Versioned S3 Artifacts

This document will guide you through a pipeline modeled on a fairly common real-world use case of pushing tested, built artifacts into S3 buckets.

The end-to-end scenario is to monitor a Git repository for commits, and when new commits are detected, run its unit tests.

If the unit tests pass, the pipeline will then create a new release candidate artifact with automated versioning, which then will be placed in a S3 bucket.

From there, the pipeline will run integration tests against the release candidate, and if those pass, it will create a final artifact and "ship it" by putting it in a different S3 bucket.

The resulting pipeline will look like this:

First, we'll define our resources. These are the objects used in our pipeline. The resources configuration simply enumerates each of their locations.

resources:

Our first resource will be the location of our product's source code. Let's pretend it lives in a Git repo, and so we'll use the git resource type.

The git resource type requires two source parameters: uri and branch. We're using a SSH URI, so we'll also need to specify private_key.

To avoid embedding credentials in the pipeline config, we'll use a parameter.

- name: my-product
  type: git
  source:
    uri: git@github.com:my-user/my-product.git
    branch: master
    private_key: ((my-product-github-private-key))

We'll need a resource to represent the semantic version of our product, which we'll use to generate release candidates, and bump every time we ship. For this we'll use the semver resource type.

Currently, semver resources keep track of the version as a file in a S3 bucket, so we'll need to specify the credentials for the bucket, and a name for the file.

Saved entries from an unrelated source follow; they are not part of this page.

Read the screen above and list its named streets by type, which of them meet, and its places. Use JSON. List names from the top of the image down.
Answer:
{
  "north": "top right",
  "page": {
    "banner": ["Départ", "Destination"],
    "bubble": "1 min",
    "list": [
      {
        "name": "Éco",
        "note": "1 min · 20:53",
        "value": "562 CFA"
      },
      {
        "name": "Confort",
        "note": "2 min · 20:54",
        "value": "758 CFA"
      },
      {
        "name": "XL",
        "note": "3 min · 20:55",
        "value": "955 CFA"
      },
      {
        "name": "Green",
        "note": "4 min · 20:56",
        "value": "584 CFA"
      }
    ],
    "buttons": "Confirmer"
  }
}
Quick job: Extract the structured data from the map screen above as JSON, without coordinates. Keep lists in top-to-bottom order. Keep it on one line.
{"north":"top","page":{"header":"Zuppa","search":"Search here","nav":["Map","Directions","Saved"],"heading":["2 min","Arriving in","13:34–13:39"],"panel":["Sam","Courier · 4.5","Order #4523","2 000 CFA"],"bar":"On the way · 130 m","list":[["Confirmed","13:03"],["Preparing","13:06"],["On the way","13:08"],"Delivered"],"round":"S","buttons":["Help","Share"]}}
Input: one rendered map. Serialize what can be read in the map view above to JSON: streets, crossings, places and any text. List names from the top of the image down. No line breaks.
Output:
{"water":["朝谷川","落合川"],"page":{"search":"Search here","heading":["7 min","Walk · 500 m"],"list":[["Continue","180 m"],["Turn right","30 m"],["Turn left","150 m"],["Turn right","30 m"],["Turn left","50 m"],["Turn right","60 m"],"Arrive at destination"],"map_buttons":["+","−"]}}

If your product already has a version number, you can specify it as initial_version. If not specified, the version will start as 0.0.0.

- name: version
  type: semver
  source:
    bucket: my-product-pipeline-artifacts
    key: current-version
    access_key_id: ((s3-access-key-id))
    secret_access_key: ((s3-secret-access-key))
    initial_version: 1.0.0

Let's define the resource for storing our product's release candidate artifacts generated by the pipeline. This is done with the s3 resource type.

The s3 resource type is minimally configured with a bucket name and a regexp, which will be used to match files in the bucket and order them by the version number extracted by the first capture group.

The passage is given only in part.